Hande Yener ekranda göründüğü gibi, enerjisi çok yüksek ve bu sözcüğü dilinden düşürmüyor. Değişimi ve kendini yenilemeyi seviyor. Bunu da “Biri sadece siyah, biri üç renk sever, ben bütün renkleri seviyorum.

Müzikten karma yaratmak hoşuma gidiyor” diyerek anlatıyor. Şimdi yeni şarkısı ‘Havaalanı’ ile kendine yeni bir yaşam alanı arıyor ve “Hikayeleri biraz sert, müziği daha soft bir albüm” yaptım diyor.

‘Havaalanı’ şarkınızda Berkay’ın size seslendiği gibi; “Hande bebeğim!” diyerek başlasam...
- Hepimiz koca bebeğiz (Gülüyor). Hiç büyümeyen, her zaman bilgiye aç. Şefkat istiyoruz.
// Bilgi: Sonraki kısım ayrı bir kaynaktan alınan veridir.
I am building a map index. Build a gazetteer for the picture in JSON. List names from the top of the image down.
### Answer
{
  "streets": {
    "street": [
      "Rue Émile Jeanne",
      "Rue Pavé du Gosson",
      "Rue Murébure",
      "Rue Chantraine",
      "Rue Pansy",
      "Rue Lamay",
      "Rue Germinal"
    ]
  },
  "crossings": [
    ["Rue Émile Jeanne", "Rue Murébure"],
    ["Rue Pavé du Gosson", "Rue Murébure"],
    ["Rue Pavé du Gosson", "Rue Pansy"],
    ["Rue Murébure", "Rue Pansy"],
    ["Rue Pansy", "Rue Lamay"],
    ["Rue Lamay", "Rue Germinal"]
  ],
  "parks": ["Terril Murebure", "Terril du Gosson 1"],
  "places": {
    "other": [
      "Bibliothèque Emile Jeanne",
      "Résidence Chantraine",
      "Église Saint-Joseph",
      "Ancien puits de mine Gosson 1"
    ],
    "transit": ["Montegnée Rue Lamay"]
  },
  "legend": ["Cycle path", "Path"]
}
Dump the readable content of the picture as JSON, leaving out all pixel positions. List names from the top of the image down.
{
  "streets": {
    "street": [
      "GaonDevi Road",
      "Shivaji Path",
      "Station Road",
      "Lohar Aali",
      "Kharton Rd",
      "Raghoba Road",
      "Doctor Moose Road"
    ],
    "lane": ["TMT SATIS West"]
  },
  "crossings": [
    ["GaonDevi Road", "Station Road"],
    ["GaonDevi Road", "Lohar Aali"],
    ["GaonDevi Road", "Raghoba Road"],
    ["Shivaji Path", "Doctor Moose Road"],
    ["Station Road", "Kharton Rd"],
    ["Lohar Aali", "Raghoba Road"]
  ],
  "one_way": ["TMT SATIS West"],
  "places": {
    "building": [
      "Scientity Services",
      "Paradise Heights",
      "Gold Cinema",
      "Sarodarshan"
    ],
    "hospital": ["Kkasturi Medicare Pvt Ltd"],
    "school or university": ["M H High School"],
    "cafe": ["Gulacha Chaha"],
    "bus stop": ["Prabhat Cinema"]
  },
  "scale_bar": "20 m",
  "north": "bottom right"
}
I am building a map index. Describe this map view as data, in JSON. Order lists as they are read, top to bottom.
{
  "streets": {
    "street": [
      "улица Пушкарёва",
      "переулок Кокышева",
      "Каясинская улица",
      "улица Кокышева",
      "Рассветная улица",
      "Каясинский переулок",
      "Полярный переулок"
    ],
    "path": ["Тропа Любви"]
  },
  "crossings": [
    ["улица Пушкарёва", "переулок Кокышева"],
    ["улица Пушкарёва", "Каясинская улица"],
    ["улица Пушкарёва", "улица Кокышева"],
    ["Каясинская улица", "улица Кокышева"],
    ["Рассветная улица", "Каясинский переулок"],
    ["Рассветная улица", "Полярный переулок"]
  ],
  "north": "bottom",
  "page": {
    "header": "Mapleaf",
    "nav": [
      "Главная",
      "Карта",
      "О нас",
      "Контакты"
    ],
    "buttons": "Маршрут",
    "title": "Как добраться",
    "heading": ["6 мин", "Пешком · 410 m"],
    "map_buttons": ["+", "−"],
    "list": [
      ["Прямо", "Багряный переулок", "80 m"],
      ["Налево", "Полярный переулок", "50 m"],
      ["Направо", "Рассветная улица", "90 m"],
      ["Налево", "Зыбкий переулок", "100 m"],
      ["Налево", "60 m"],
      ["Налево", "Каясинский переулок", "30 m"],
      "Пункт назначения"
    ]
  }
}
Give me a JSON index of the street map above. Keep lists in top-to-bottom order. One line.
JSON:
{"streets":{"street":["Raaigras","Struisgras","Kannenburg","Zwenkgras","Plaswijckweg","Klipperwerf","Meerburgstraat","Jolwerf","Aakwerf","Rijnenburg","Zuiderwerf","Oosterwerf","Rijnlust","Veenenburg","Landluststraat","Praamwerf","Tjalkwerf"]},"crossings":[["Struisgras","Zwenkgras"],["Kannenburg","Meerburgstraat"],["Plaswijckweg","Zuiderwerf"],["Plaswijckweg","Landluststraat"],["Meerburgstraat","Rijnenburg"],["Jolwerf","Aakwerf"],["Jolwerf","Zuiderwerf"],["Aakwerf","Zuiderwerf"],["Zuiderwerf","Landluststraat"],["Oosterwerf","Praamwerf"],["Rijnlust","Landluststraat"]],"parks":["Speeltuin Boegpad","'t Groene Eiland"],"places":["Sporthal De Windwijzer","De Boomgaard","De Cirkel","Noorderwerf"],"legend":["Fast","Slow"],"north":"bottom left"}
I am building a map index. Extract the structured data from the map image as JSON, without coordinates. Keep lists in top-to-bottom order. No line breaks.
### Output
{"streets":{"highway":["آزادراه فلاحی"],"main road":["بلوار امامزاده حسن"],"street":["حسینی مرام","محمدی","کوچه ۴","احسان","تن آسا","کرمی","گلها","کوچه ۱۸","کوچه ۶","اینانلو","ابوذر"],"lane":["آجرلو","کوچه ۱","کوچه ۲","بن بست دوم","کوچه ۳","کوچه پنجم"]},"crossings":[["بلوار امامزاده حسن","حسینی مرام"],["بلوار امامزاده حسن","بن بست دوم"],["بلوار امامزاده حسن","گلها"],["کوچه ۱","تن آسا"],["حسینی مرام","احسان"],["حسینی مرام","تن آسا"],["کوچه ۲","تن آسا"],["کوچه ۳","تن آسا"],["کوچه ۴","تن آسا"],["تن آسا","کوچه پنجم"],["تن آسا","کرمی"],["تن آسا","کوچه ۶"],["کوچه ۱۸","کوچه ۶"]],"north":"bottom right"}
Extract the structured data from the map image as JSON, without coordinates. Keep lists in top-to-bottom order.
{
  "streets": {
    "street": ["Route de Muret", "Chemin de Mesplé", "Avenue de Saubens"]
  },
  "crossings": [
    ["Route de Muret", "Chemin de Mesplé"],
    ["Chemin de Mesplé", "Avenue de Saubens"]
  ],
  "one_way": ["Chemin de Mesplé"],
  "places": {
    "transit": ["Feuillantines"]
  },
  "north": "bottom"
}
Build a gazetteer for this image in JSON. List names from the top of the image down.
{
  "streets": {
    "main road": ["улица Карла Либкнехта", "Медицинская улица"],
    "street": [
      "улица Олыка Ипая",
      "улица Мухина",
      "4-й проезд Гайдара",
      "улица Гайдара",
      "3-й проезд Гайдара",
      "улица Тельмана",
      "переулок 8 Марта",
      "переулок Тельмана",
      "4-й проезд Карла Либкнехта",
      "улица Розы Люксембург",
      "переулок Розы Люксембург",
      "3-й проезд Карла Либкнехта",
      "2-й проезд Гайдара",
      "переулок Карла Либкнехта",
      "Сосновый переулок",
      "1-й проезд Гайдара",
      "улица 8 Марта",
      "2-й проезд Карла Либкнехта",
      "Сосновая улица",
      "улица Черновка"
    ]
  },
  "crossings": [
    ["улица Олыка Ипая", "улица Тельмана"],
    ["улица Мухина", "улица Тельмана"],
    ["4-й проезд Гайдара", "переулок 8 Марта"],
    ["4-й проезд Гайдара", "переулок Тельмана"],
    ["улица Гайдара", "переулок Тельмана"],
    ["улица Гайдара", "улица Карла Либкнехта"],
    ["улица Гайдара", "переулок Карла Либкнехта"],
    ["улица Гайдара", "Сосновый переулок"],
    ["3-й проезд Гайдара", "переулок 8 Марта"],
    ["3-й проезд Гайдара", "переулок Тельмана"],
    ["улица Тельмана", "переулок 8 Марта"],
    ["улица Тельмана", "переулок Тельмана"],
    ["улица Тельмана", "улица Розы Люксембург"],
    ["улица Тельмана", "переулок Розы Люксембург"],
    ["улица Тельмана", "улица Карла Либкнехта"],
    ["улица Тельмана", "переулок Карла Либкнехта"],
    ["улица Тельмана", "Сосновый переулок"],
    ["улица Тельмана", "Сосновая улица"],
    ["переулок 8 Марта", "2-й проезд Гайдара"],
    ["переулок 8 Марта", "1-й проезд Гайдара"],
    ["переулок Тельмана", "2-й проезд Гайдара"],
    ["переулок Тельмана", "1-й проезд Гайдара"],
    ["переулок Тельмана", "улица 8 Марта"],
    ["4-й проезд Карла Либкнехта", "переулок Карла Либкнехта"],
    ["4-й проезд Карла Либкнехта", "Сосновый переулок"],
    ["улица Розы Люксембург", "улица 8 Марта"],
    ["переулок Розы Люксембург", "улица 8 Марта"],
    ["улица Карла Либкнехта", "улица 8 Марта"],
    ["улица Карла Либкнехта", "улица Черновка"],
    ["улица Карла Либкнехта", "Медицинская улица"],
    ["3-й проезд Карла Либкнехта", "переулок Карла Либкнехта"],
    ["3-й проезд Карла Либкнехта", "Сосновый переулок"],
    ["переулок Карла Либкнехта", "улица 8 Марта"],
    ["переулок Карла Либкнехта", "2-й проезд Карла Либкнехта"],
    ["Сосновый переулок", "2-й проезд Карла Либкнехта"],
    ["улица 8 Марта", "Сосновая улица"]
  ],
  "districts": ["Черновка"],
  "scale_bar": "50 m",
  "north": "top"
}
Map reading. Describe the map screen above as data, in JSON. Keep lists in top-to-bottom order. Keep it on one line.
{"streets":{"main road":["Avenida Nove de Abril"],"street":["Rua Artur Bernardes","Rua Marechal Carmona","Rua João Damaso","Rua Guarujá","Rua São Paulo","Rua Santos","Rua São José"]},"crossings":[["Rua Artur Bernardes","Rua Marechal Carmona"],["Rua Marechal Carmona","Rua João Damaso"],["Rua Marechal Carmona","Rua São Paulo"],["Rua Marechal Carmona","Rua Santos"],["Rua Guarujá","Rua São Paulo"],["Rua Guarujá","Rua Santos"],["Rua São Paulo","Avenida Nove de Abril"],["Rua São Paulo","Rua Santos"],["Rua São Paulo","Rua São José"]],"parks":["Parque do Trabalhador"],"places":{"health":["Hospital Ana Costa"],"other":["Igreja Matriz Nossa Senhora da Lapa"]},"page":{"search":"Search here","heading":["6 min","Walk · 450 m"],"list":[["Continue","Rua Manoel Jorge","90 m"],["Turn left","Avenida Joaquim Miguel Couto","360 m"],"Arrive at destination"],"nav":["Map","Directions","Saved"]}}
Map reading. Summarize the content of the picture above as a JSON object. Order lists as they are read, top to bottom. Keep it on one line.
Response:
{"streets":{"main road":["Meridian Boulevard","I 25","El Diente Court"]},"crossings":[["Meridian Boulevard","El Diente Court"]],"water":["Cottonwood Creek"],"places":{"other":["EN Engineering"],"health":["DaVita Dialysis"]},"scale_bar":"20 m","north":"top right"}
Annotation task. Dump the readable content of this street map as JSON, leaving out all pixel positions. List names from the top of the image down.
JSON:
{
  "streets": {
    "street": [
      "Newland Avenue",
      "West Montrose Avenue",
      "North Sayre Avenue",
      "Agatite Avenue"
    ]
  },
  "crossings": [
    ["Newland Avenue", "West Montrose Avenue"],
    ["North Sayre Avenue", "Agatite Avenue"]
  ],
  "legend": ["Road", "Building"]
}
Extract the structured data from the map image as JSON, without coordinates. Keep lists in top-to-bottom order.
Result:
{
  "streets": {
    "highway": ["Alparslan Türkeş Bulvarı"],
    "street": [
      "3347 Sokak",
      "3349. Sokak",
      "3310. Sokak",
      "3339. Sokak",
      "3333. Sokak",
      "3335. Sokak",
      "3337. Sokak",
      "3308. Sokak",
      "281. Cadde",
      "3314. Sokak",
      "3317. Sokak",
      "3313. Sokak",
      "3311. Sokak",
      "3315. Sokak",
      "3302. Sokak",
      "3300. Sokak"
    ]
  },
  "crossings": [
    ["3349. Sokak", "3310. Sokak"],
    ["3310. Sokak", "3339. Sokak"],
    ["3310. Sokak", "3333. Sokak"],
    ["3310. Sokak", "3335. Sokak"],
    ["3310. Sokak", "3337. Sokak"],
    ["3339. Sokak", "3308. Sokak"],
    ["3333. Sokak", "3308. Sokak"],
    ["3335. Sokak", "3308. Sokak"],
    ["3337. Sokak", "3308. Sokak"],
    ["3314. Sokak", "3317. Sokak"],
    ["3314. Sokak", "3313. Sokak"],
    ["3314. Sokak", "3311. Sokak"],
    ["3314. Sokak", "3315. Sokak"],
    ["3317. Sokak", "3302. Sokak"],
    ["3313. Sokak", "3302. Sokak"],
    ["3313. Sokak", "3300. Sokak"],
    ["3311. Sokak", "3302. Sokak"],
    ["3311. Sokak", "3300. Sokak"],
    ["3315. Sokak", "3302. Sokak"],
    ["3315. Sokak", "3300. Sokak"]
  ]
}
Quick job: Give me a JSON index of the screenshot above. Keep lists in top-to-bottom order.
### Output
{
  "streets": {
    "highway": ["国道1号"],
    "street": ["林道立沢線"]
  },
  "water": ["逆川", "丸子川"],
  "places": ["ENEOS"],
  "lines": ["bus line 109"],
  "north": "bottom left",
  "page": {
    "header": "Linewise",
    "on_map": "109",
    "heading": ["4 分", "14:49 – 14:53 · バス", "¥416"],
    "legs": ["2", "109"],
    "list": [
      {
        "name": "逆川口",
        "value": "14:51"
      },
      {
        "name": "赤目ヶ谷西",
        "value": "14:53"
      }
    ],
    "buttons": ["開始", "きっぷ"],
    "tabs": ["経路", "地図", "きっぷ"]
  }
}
Duyguların kaybolduğu konuşuluyor, ruhsuzluk var. Bunlar canımı acıtıyor. İşimle de bunun böyle olmadığını anlatmaya çalışıyorum.

Artık her albümde sizden yenilik bekler olduk.

- Mikslerimiz Amsterdam’da yapıldı. Albümün kayıtları 120 kanallı bir masadan geçti. O masada kaybolan hiç bir enerji yok. Çünkü pop şarkıların altyapılarında soundu güçlü duyurmak zor.

Peki o masayı sizden başka bilen, kullanmayı akıl eden Türk şarkıcı yok mu?

- Bilmem! ‘Apayrı’ albümünü de aynı şekilde bir masada kaydetmiştim. Tabii oraya götürdüğünüz işin enerjisi de çok önemli.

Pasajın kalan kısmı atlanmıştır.